Where the example lives

The reference implementation lives at:

services/connectors/app/connectors/_examples/hello_connector.py

The _examples/ directory is deliberately not registered in services/connectors/app/connectors/__init__.py. Anything under _examples/ exists for documentation only and never appears in the connector catalog, the polling scheduler, or the marketplace index. There is a smoke test (tests/test_hello_connector_example.py) that pins this invariant — if someone accidentally promotes the example into the live registry, CI fails.
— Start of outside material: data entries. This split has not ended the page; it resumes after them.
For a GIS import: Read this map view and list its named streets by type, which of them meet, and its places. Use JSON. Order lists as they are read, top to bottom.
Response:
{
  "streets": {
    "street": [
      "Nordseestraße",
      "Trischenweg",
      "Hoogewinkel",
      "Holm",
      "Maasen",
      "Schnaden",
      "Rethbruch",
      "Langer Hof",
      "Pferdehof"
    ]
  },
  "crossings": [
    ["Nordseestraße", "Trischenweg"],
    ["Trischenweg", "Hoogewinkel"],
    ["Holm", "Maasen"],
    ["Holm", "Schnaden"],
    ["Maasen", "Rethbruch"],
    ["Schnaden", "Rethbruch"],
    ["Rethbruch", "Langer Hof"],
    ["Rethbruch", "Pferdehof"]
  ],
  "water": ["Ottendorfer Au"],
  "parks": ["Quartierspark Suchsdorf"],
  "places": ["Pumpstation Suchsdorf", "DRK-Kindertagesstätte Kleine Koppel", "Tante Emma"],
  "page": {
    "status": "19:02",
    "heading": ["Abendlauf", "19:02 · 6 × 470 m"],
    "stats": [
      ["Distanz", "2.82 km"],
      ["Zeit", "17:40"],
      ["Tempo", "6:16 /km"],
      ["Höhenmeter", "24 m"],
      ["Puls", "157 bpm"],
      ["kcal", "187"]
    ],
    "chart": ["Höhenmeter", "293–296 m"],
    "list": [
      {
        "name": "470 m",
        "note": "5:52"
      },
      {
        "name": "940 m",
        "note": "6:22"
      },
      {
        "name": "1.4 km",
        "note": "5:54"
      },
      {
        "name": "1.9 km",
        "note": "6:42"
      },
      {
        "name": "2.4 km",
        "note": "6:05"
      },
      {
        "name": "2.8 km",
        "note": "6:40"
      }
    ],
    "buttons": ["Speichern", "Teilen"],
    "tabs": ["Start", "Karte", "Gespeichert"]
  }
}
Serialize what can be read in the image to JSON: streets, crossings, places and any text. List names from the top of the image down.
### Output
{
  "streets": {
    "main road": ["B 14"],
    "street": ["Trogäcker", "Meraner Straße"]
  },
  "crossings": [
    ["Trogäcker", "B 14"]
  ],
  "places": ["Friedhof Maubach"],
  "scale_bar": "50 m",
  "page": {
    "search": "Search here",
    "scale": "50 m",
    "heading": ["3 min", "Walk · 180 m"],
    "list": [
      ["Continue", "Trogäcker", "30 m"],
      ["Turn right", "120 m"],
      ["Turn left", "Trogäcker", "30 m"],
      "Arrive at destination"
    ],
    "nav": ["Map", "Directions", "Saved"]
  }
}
Step 1 — Pick identity attributes

A connector identifies itself with three class-level strings:

class HelloConnector(BaseConnector):
connector_id = "hello"
connector_name = "Hello (Tutorial)"
connector_category = "saas"
  • connector_id is the wire identifier. It shows up in database rows, plugin manifests, and API URLs. Treat it like a primary key: lowercase, hyphen- or underscore-separated, never changes after first release.
  • connector_name is the human label rendered in the catalog grid.
  • connector_category must be one of the existing categories: identity, cloud, vcs, siem, edr, xdr, network, posture, saas. The category drives grouping in the wizard and downstream routing hints in detection rules. If your tool genuinely doesn't fit one of these, raise it in a PR before inventing a new one — the taxonomy is shared with the detection layer.

Step 2 — Declare the schema

schema() is what the connector wizard renders. It tells the UI which fields to draw, which ones are secret, and where to find the docs page (which is this page, in our case).

@classmethod
def schema(cls) -> ConnectorSchema:
return ConnectorSchema(
connector_id=cls.connector_id,
connector_name=cls.connector_name,
category=cls.connector_category,
description=(
"Tutorial connector that polls httpbin.org. Use this as a "
"reference when writing a new connector — it implements "
"every BaseConnector method against a public, no-auth API."
),
docs_url="/docs/connectors/hello-connector",
fields=[
Field(
"api_token",
"secret",
"API Token",
help_text=(
"Pretend credential. httpbin doesn't actually "
"validate it — this field exists so the tutorial "
"exercises the credential vault."
),
),
Field(
"base_url",
"string",
"Base URL",
required=False,
default="https://httpbin.org",
placeholder="https://httpbin.org",
help_text="Override only when running against a self-hosted httpbin.",
),
],
)

A few things worth pointing at:

  • type="secret" on api_token does two things: the wizard renders a masked input, and the credential vault encrypts the value with Fernet before it touches the database. The tutorial declares the field as a secret even though httpbin ignores it — the goal is to exercise that code path so you can see exactly what happens with a real vendor.
  • required=False plus default=... on base_url matches a common pattern for self-hosted vendor support. The wizard shows the default in placeholder text and skips validation if the field is left blank.
  • docs_url is the link the wizard surfaces as "Documentation" in the connector card. Always point it at the per-connector page, not the catalog.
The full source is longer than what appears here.